*What you are asked to do:* Find, in the records below, the line that contains "Input: one rendered" and the line that contains "Quick job: Summarize". Copy those two lines and everything between them exactly, but not the pictures.

***

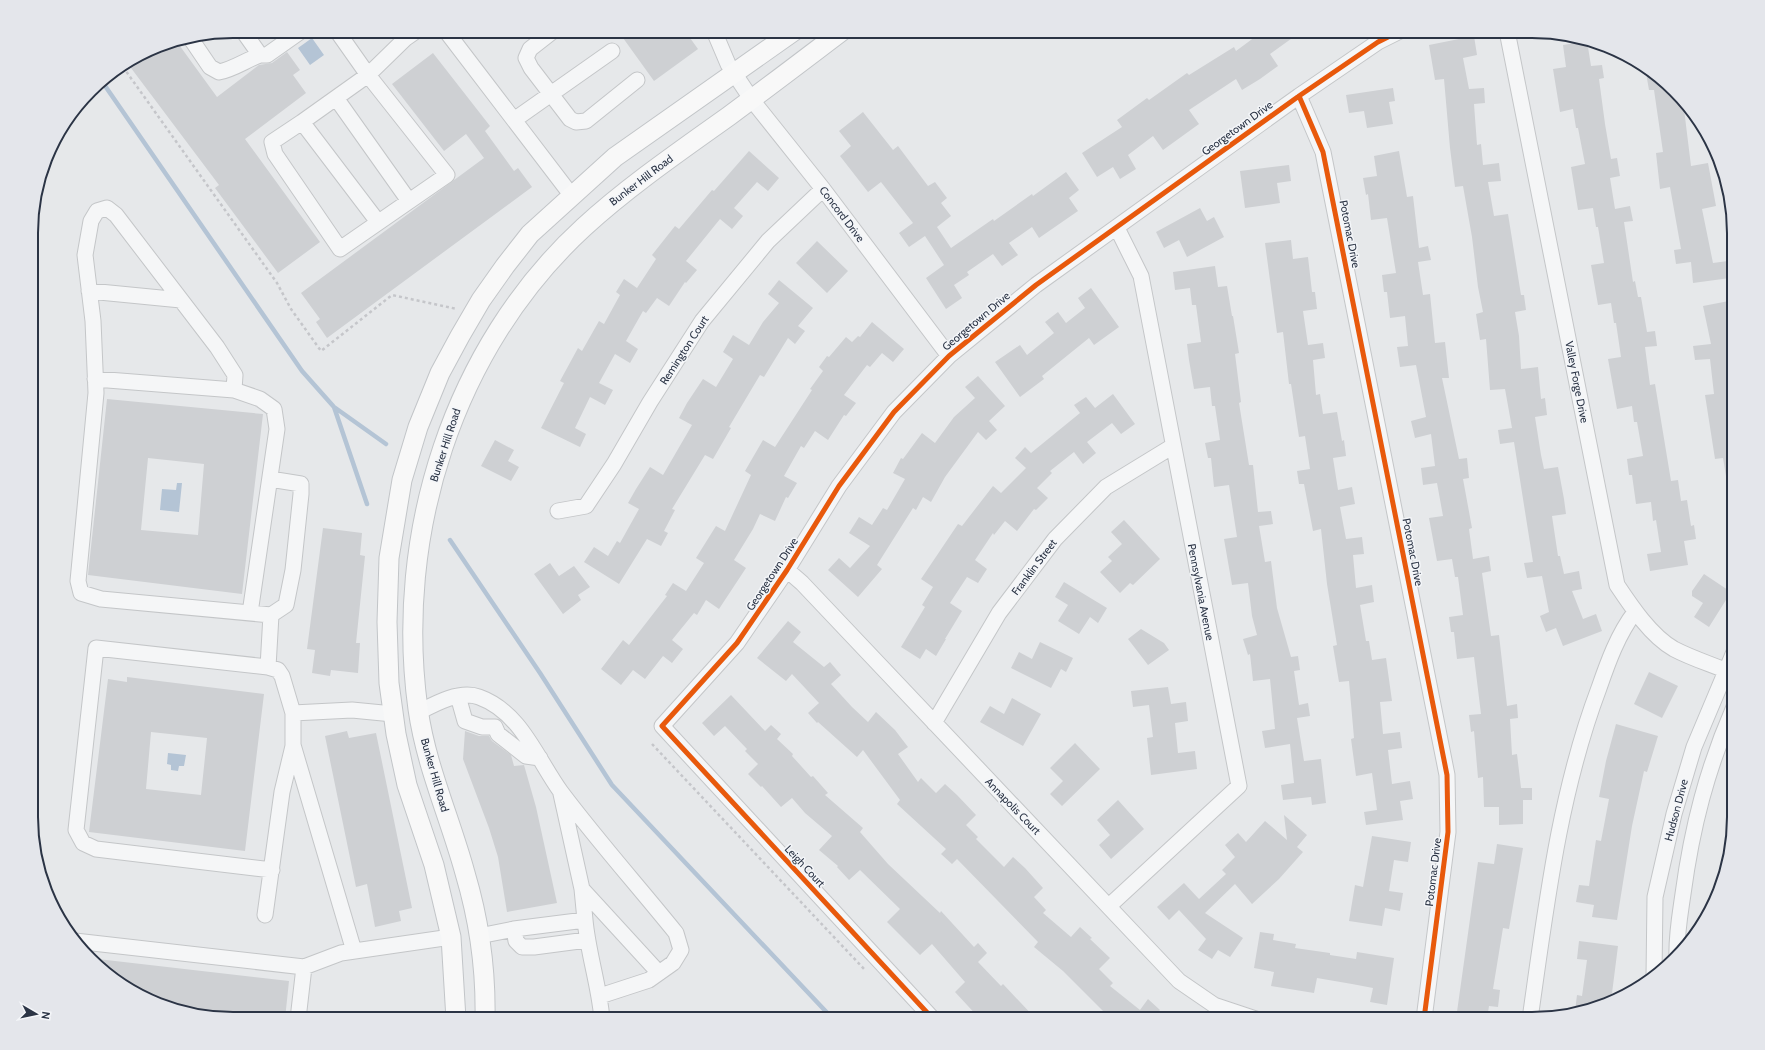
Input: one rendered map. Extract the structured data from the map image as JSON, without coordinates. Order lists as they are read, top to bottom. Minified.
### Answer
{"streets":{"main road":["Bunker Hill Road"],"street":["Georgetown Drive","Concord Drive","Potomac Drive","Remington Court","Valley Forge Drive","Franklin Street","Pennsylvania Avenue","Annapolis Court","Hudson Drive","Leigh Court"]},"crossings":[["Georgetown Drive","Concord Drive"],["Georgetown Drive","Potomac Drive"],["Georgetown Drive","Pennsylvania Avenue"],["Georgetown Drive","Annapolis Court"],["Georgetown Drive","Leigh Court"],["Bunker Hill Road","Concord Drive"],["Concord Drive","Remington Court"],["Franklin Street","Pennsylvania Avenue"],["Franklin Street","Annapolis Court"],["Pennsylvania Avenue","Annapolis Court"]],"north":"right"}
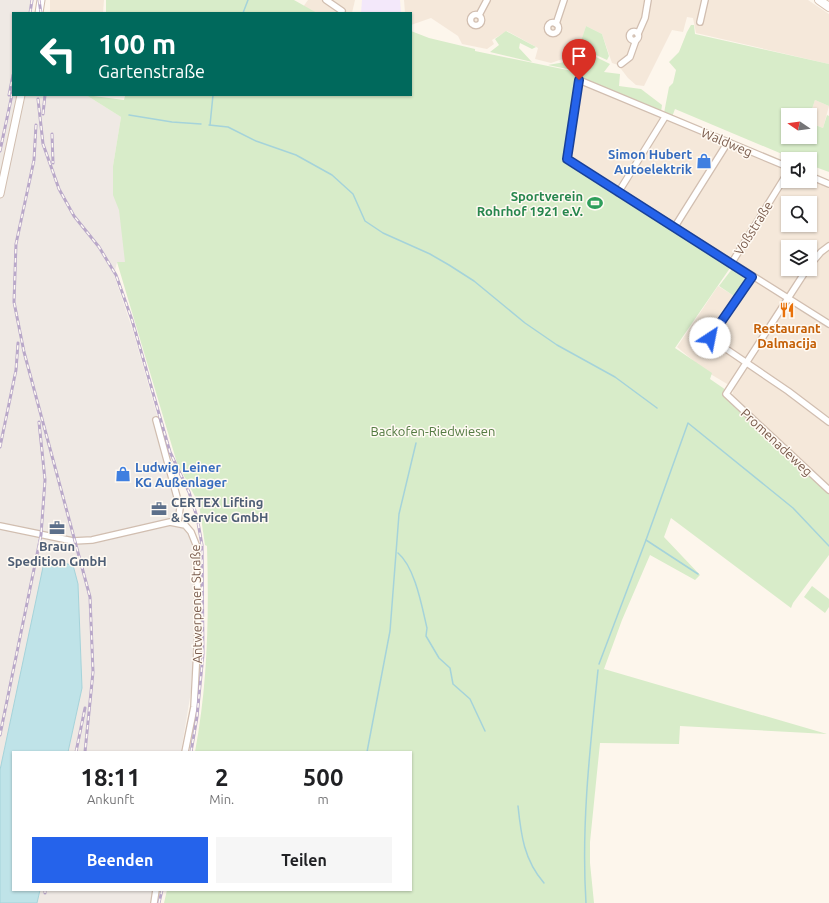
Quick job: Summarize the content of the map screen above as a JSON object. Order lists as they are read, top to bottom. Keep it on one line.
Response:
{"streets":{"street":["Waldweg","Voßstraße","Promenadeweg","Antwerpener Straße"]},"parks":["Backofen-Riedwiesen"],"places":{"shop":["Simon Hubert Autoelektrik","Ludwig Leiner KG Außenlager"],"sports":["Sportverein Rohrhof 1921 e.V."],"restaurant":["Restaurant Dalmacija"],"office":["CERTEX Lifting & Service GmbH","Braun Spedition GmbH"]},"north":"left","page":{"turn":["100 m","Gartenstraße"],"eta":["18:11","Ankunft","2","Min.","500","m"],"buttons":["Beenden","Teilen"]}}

***

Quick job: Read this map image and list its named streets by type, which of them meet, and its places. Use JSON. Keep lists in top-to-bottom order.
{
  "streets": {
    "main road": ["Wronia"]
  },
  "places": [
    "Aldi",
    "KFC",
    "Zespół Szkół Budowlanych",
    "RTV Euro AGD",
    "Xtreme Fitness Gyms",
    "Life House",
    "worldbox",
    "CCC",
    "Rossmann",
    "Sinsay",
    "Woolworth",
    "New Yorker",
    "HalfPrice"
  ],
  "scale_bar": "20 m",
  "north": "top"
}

***

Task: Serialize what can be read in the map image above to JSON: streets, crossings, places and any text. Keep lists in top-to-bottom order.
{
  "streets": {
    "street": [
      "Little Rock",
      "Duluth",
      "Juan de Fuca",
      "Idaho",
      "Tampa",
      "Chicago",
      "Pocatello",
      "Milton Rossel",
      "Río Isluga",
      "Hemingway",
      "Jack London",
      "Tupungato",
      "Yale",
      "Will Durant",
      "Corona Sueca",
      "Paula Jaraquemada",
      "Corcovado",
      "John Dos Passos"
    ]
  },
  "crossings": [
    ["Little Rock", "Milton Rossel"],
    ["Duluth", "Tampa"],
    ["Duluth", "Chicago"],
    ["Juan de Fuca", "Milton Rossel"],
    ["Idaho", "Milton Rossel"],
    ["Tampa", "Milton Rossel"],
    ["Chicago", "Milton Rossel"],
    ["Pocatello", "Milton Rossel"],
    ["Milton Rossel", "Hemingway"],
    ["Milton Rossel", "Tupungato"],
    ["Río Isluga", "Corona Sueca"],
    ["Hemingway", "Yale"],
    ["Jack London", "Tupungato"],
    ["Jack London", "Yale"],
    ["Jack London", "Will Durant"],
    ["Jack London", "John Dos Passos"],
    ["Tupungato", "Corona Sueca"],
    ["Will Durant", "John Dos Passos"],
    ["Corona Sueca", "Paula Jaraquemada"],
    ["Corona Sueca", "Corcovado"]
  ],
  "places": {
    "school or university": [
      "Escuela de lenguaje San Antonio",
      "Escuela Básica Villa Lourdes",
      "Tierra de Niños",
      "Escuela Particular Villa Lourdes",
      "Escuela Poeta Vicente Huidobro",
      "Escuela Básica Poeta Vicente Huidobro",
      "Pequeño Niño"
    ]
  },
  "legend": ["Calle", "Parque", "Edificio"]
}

***

*Written reply:*
Input: one rendered map. Extract the structured data from the map image as JSON, without coordinates. Order lists as they are read, top to bottom. Minified.
### Answer
{"streets":{"main road":["Bunker Hill Road"],"street":["Georgetown Drive","Concord Drive","Potomac Drive","Remington Court","Valley Forge Drive","Franklin Street","Pennsylvania Avenue","Annapolis Court","Hudson Drive","Leigh Court"]},"crossings":[["Georgetown Drive","Concord Drive"],["Georgetown Drive","Potomac Drive"],["Georgetown Drive","Pennsylvania Avenue"],["Georgetown Drive","Annapolis Court"],["Georgetown Drive","Leigh Court"],["Bunker Hill Road","Concord Drive"],["Concord Drive","Remington Court"],["Franklin Street","Pennsylvania Avenue"],["Franklin Street","Annapolis Court"],["Pennsylvania Avenue","Annapolis Court"]],"north":"right"}
Quick job: Summarize the content of the map screen above as a JSON object. Order lists as they are read, top to bottom. Keep it on one line.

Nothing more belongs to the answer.